Collected data:
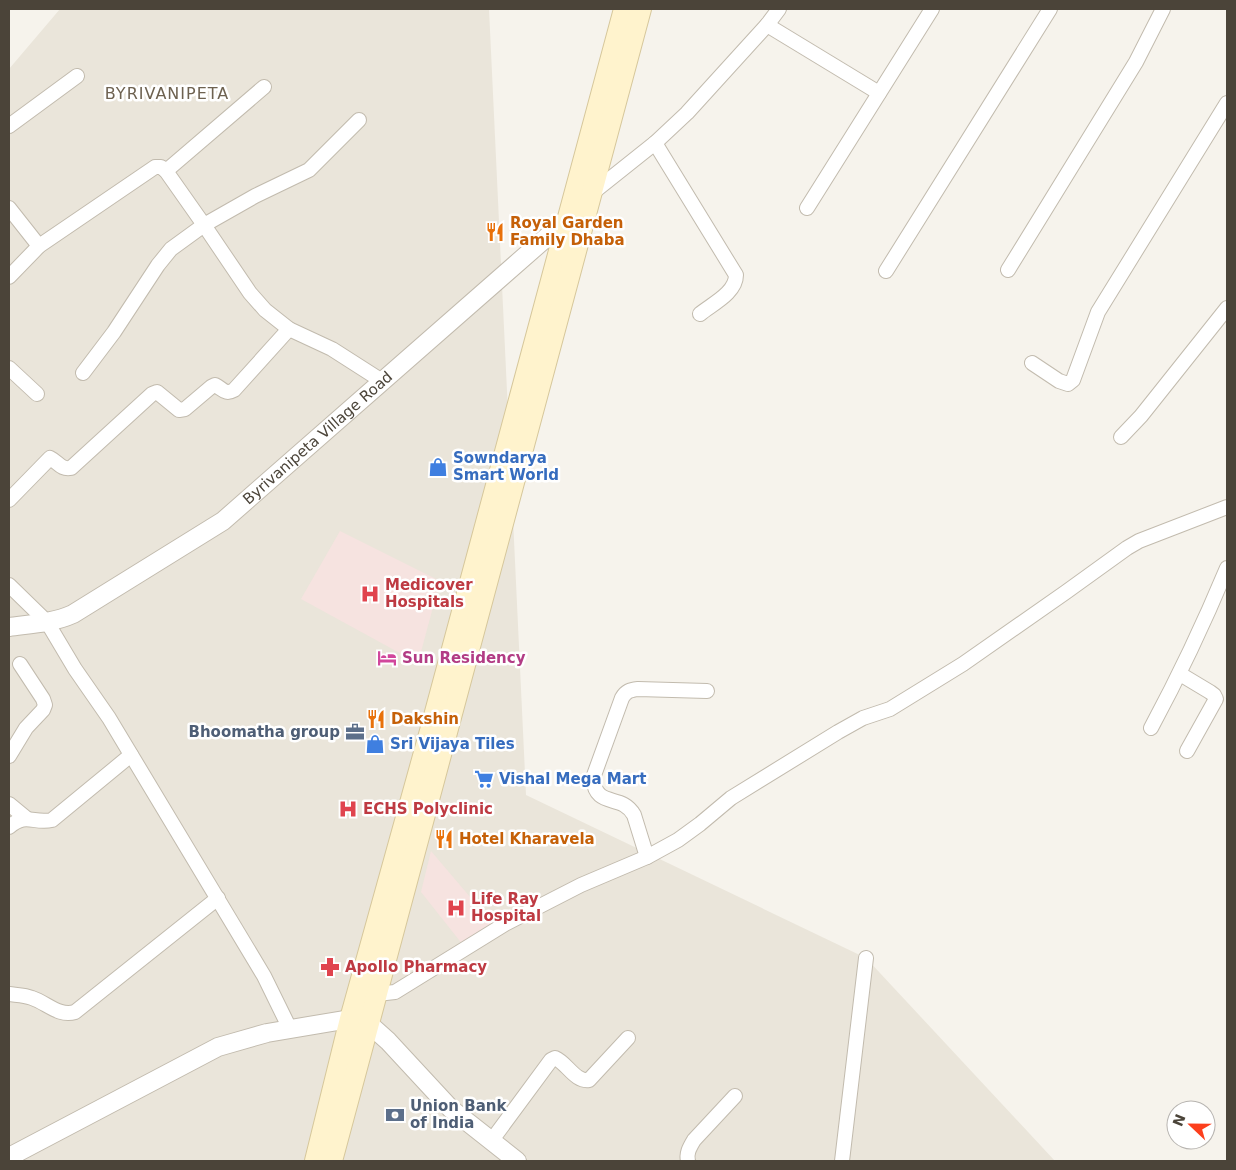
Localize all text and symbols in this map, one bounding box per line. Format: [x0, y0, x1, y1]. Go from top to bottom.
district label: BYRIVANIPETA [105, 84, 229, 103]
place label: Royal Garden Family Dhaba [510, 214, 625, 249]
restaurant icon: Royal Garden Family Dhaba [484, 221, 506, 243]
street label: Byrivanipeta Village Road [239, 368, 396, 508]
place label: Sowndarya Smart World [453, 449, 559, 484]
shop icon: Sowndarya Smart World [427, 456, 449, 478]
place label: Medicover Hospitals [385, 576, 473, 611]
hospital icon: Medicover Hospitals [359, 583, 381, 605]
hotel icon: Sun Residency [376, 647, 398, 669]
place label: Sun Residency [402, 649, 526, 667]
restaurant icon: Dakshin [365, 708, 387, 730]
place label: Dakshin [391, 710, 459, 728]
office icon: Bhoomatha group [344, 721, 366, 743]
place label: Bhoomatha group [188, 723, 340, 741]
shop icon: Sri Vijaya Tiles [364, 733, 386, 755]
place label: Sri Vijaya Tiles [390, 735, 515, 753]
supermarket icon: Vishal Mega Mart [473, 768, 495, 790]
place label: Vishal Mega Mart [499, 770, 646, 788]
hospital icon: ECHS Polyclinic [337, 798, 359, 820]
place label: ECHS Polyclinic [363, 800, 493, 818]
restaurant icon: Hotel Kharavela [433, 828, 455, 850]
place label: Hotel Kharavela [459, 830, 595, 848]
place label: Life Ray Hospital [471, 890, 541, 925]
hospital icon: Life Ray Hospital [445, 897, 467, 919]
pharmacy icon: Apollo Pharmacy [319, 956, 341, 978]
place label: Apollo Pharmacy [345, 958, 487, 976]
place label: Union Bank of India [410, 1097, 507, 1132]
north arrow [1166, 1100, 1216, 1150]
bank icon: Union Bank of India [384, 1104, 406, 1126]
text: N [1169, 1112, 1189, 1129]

Required work | Exactly reproduce each entry, but drop the pictures.

Answer section |
Localize all text and symbols in this map, one bounding box per line. Format: [x0, y0, x1, y1]. Go from top to bottom.
district label: BYRIVANIPETA [105, 84, 229, 103]
place label: Royal Garden Family Dhaba [510, 214, 625, 249]
restaurant icon: Royal Garden Family Dhaba [484, 221, 506, 243]
street label: Byrivanipeta Village Road [239, 368, 396, 508]
place label: Sowndarya Smart World [453, 449, 559, 484]
shop icon: Sowndarya Smart World [427, 456, 449, 478]
place label: Medicover Hospitals [385, 576, 473, 611]
hospital icon: Medicover Hospitals [359, 583, 381, 605]
hotel icon: Sun Residency [376, 647, 398, 669]
place label: Sun Residency [402, 649, 526, 667]
restaurant icon: Dakshin [365, 708, 387, 730]
place label: Dakshin [391, 710, 459, 728]
office icon: Bhoomatha group [344, 721, 366, 743]
place label: Bhoomatha group [188, 723, 340, 741]
shop icon: Sri Vijaya Tiles [364, 733, 386, 755]
place label: Sri Vijaya Tiles [390, 735, 515, 753]
supermarket icon: Vishal Mega Mart [473, 768, 495, 790]
place label: Vishal Mega Mart [499, 770, 646, 788]
hospital icon: ECHS Polyclinic [337, 798, 359, 820]
place label: ECHS Polyclinic [363, 800, 493, 818]
restaurant icon: Hotel Kharavela [433, 828, 455, 850]
place label: Hotel Kharavela [459, 830, 595, 848]
place label: Life Ray Hospital [471, 890, 541, 925]
hospital icon: Life Ray Hospital [445, 897, 467, 919]
pharmacy icon: Apollo Pharmacy [319, 956, 341, 978]
place label: Apollo Pharmacy [345, 958, 487, 976]
place label: Union Bank of India [410, 1097, 507, 1132]
north arrow [1166, 1100, 1216, 1150]
bank icon: Union Bank of India [384, 1104, 406, 1126]
text: N [1169, 1112, 1189, 1129]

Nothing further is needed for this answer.